Biological Processes (GO terms, disrupted)
- Amyloid‑β production and clearance (GO: amyloid‑beta metabolic process; extracellular protein clearance) (singh2024comprehensiveoverviewof pages 2-3, sighencea2024fromfundamentalsto pages 20-21).
- Tau phosphorylation and prion-like propagation (GO: tau protein phosphorylation; protein aggregate propagation) (sighencea2024fromfundamentalsto pages 36-37).
- Microglial activation and inflammasome assembly (GO: microglial cell activation; inflammasome complex assembly) (singh2024comprehensiveoverviewof pages 11-12).

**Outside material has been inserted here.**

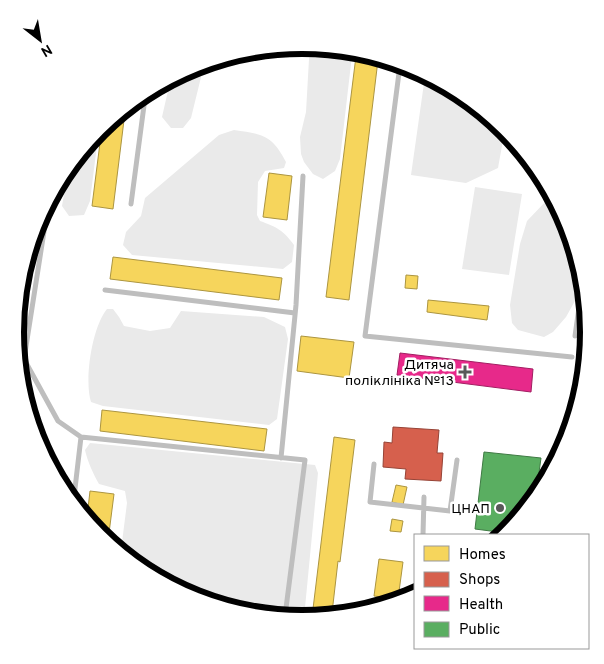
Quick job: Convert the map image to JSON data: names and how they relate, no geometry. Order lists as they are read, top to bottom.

- Autophagy–lysosomal proteostasis (GO: autophagy; lysosomal degradation) (singh2024comprehensiveoverviewof pages 28-28, sighencea2024fromfundamentalsto pages 20-21).
- Insulin receptor signaling/glucose metabolism (GO: insulin receptor signaling pathway) (singh2024comprehensiveoverviewof pages 9-11).
- Oxidative stress and mitochondrial dysfunction (GO: response to oxidative stress) (sighencea2024fromfundamentalsto pages 36-37, singh2024comprehensiveoverviewof pages 9-11).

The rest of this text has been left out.